In the quiet of a calm evening Isaac strolled through the field to meditate. Possibly he wished to be alone with God, to engage in meditation and prayer. He espied a caravan wending over the crest of a distant hill. After being on tip-toe during all her journey, wondering what kind of a man her future husband might prove, her eager eye caught the meditative Isaac. "What man is that walking in the field to meet us?" the maiden asked Eliezer. "It is my master," was the reply.

Quickly and perhaps somewhat nervously, she adjusted her veil ; the driver brought the camel on his knees, and she lighted. The home of Abraham must have presented a pleasing scene that evening, on the plain of Mamre, as Isaac brought Rebekah "into his mother Sarah's tent." Still Isaac mourned the death of his mother, although she had been dead several years. Her tent to him seemed sad and dreary. His evening walk in the field must have been occasioned by his mournful feeling of solitude and bereavement. God sends him one to preside over his tent-home to comfort him "after his mother's death."

Most faithfully and with rare wisdom did Eliezer perform his matrimonial mission. His suit for the bride is presented in a delicate and neat address. It is the first speech we find in the Bible.

He is solemnly in earnest; refuses to taste a morsel of food until he has presented his case. Three points he argues, and they are such points as have great weight with an oriental parent. He is Abraham's servant and is proud of it. Abraham is their kinsman, whom they knew and loved. Loved more, and to whose excellent son they would rather give their daughter in marriage, than to the son of a stranger. Among the Bedouins the cousin has the preference to the stranger in marriage, and the Druses in Syria always prefer a relative to a stranger. In the East the custom is for a man to marry his "next cousin; the right belongs to him, and she is not allowed to marry any other without his consent." 2. Abraham has grown very rich. "To Isaac hath he given all that he hath." As a proof of his master's wealth, Eliezer presented Rebekah with golden presents "an ear-ring of half a shekel weight, and two bracelets for her hands of ten shekels weight of gold." To this day the argument of gold is of great power, in such negotiations, with Eastern fathers. Indeed more brides are bought with money than with love. The gold has doubtless its due weight on the mind of Bethuel. 3. Abraham is a religious man, and will not allow his only son to take a wife of the daughters of the Canaanites. He makes his steward promise on oath, that he will procure Isaac a Shemitic damsel to wife. Then he described his journey, how God, in answer to prayer had led him to Rebekah."Let her be thy master's son's wife, as the Lord hath spoken," is the reply of Bethuel.

Less smoothly runs the course of Jacob's true love.
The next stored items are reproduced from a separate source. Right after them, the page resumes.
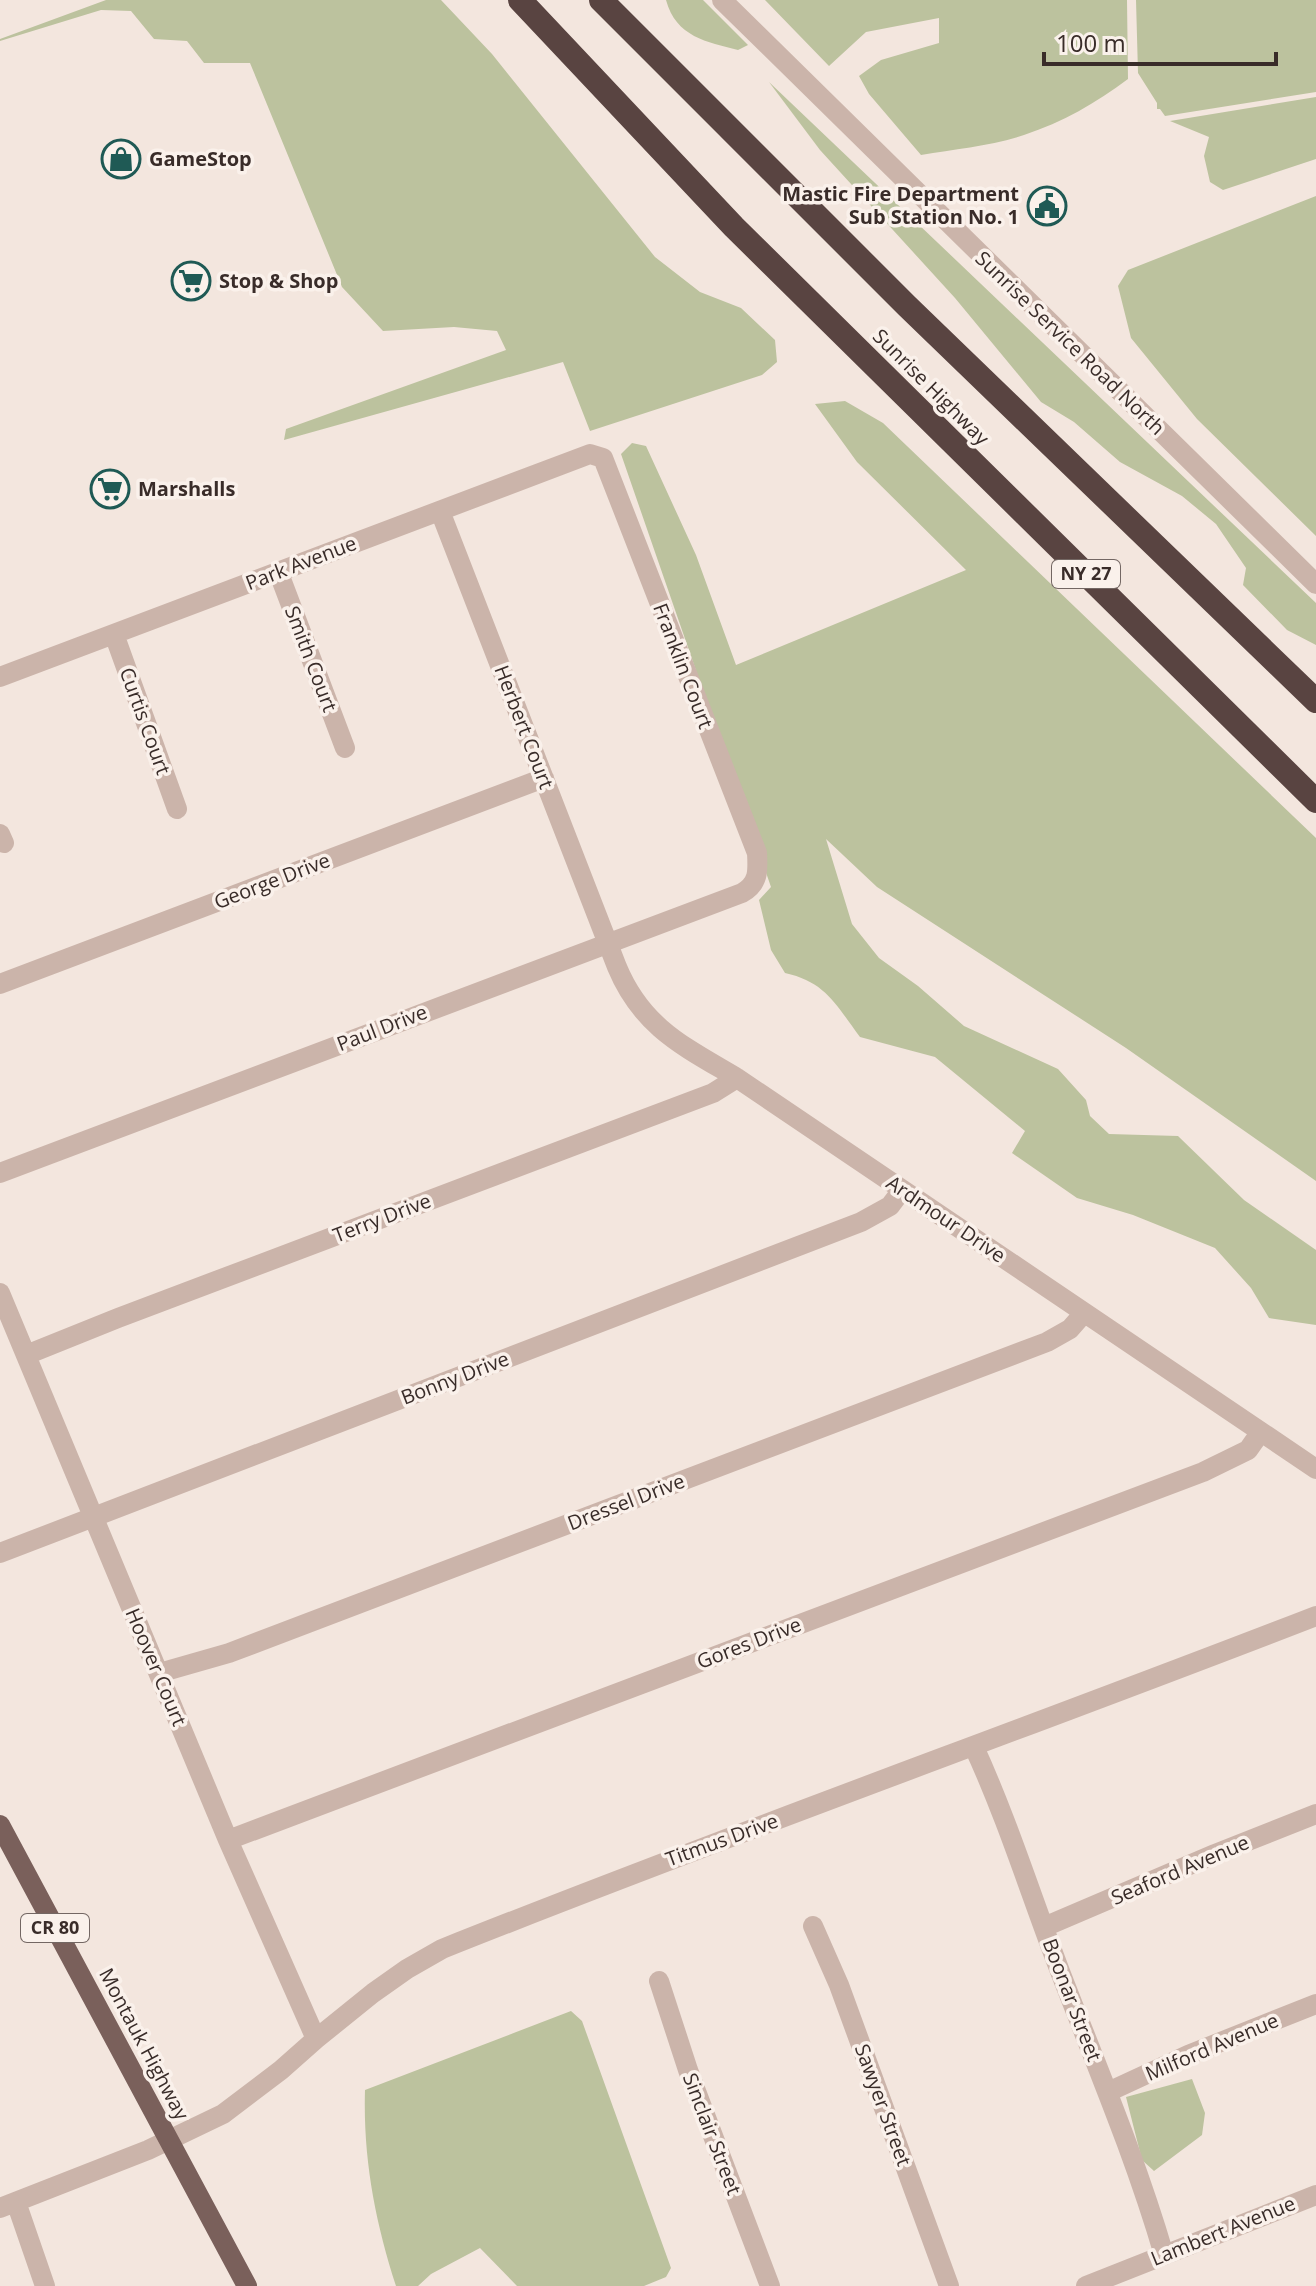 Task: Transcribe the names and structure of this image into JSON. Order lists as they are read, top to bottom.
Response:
{
  "streets": {
    "highway": ["Sunrise Highway", "NY 27"],
    "main road": ["CR 80", "Montauk Highway"],
    "street": [
      "Sunrise Service Road North",
      "Park Avenue",
      "Smith Court",
      "Franklin Court",
      "Curtis Court",
      "Herbert Court",
      "George Drive",
      "Paul Drive",
      "Terry Drive",
      "Ardmour Drive",
      "Bonny Drive",
      "Dressel Drive",
      "Gores Drive",
      "Hoover Court",
      "Titmus Drive",
      "Seaford Avenue",
      "Boonar Street",
      "Milford Avenue",
      "Sawyer Street",
      "Sinclair Street",
      "Lambert Avenue"
    ]
  },
  "crossings": [
    ["Park Avenue", "Smith Court"],
    ["Park Avenue", "Franklin Court"],
    ["Park Avenue", "Curtis Court"],
    ["Park Avenue", "Herbert Court"],
    ["Franklin Court", "Paul Drive"],
    ["Herbert Court", "George Drive"],
    ["Herbert Court", "Paul Drive"],
    ["Herbert Court", "Ardmour Drive"],
    ["Paul Drive", "Ardmour Drive"],
    ["Terry Drive", "Ardmour Drive"],
    ["Terry Drive", "Hoover Court"],
    ["Ardmour Drive", "Bonny Drive"],
    ["Ardmour Drive", "Dressel Drive"],
    ["Ardmour Drive", "Gores Drive"],
    ["Bonny Drive", "Hoover Court"],
    ["Dressel Drive", "Hoover Court"],
    ["Gores Drive", "Hoover Court"],
    ["Hoover Court", "Titmus Drive"],
    ["Titmus Drive", "Boonar Street"],
    ["Titmus Drive", "Montauk Highway"],
    ["Seaford Avenue", "Boonar Street"],
    ["Boonar Street", "Milford Avenue"],
    ["Boonar Street", "Lambert Avenue"]
  ],
  "places": {
    "shop": ["GameStop"],
    "public building": ["Mastic Fire Department Sub Station No. 1"],
    "supermarket": ["Stop & Shop", "Marshalls"]
  },
  "scale_bar": "100 m"
}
It is a hundred years after the meeting of Eliezer and Rebekah at the well. Bethuel's son Laban, has two daughters. Rebekah has two sons. They have gotten into a quarrel, and she is partly the fault of it. The older threatens to kill the younger. Jacob flees from Esau. Isaac sends him to Padan-aram to Rebekah's brother. He, too, meets his kindred at a well, meets them at noon-day, most likely at the same well where Eliezer found Rebekah. Three flocks of sheep are lying by it. And the fourth is just coming in sight, led by a beautiful and well-favored" maiden. It is Rachel, the daughter of Laban. The maiden shepherds are not strong enough to roll the large stone from the mouth of the well. Very pleasant must it be to Jacob, to be allowed a bit of gallantry, rolling the stone from the well's-mouth. Indeed he fills the water troughs for Rachel's flock.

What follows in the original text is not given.